Exercise brief: Skip the images and repeat every entry word for word.

Stored data:

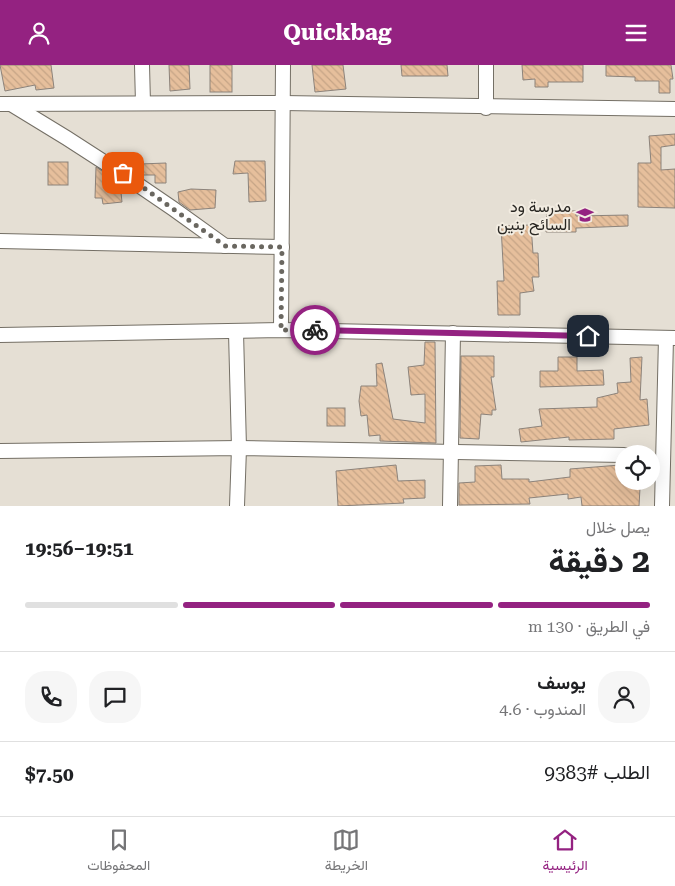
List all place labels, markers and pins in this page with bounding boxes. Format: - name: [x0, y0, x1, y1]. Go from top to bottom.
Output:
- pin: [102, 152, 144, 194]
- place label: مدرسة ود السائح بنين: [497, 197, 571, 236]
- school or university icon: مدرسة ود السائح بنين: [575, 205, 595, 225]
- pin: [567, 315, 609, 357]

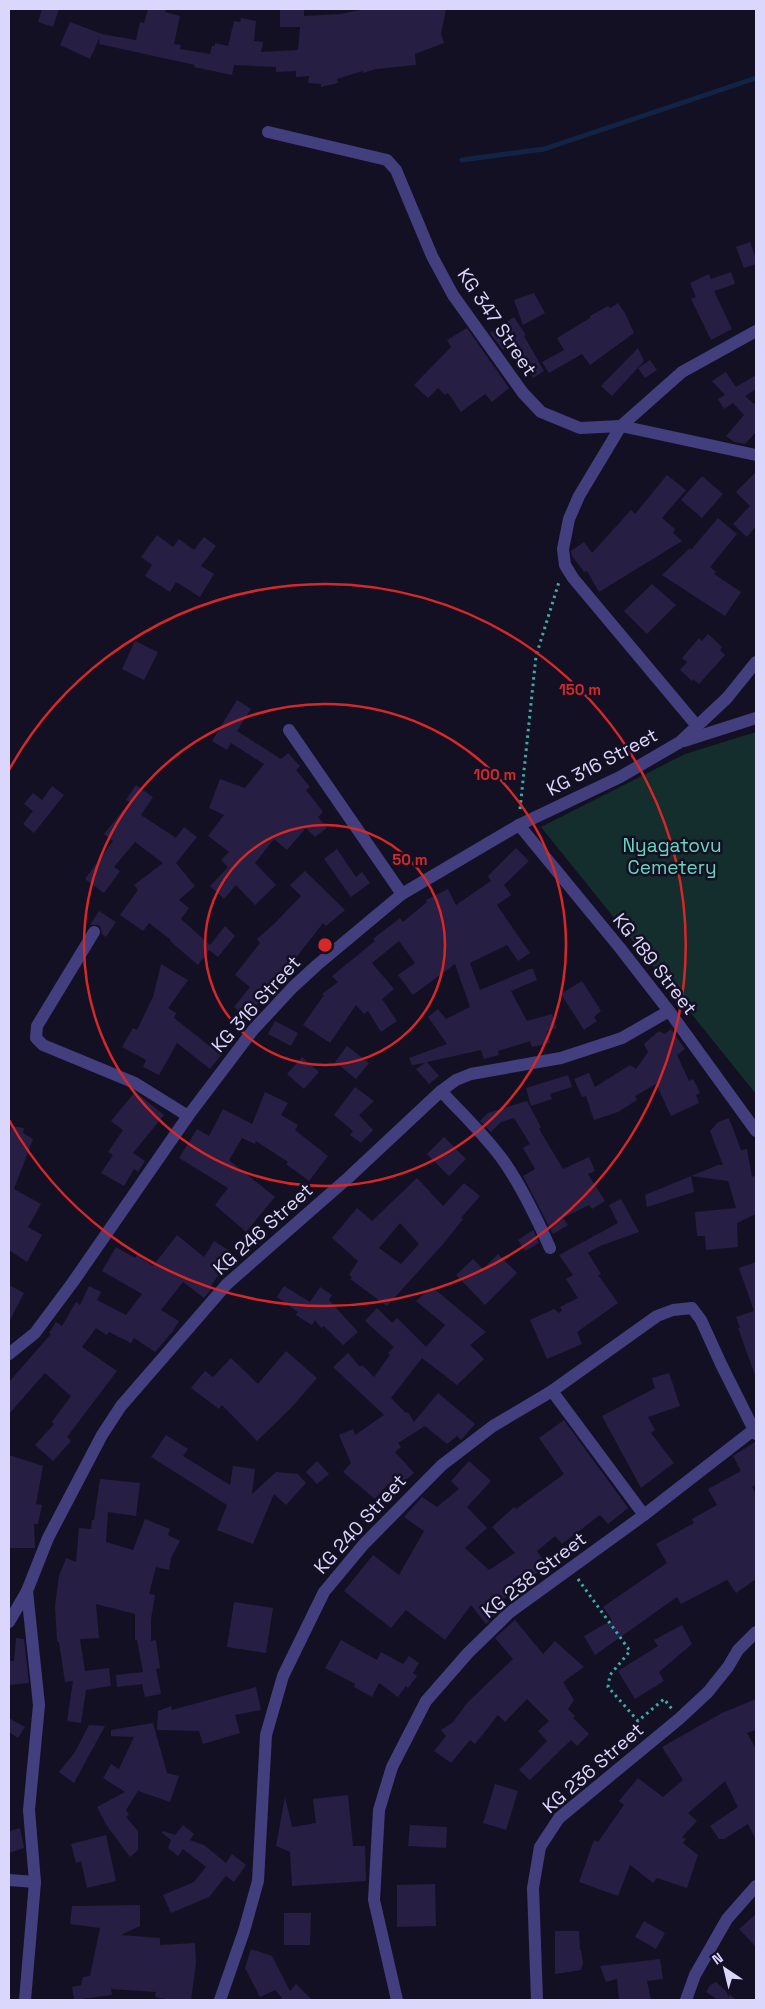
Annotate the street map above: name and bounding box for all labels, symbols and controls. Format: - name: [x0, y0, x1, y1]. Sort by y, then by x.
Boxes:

Task output:
List all place labels, markers and pins in this page with bounding boxes. Format: - name: [x0, y0, x1, y1]. Go from top to bottom.
Output:
- pin: [102, 152, 144, 194]
- place label: مدرسة ود السائح بنين: [497, 197, 571, 236]
- school or university icon: مدرسة ود السائح بنين: [575, 205, 595, 225]
- pin: [567, 315, 609, 357]

Annotate the street map above: name and bounding box for all labels, symbols and controls. Format: - name: [x0, y0, x1, y1]. Sort by y, then by x.
Boxes:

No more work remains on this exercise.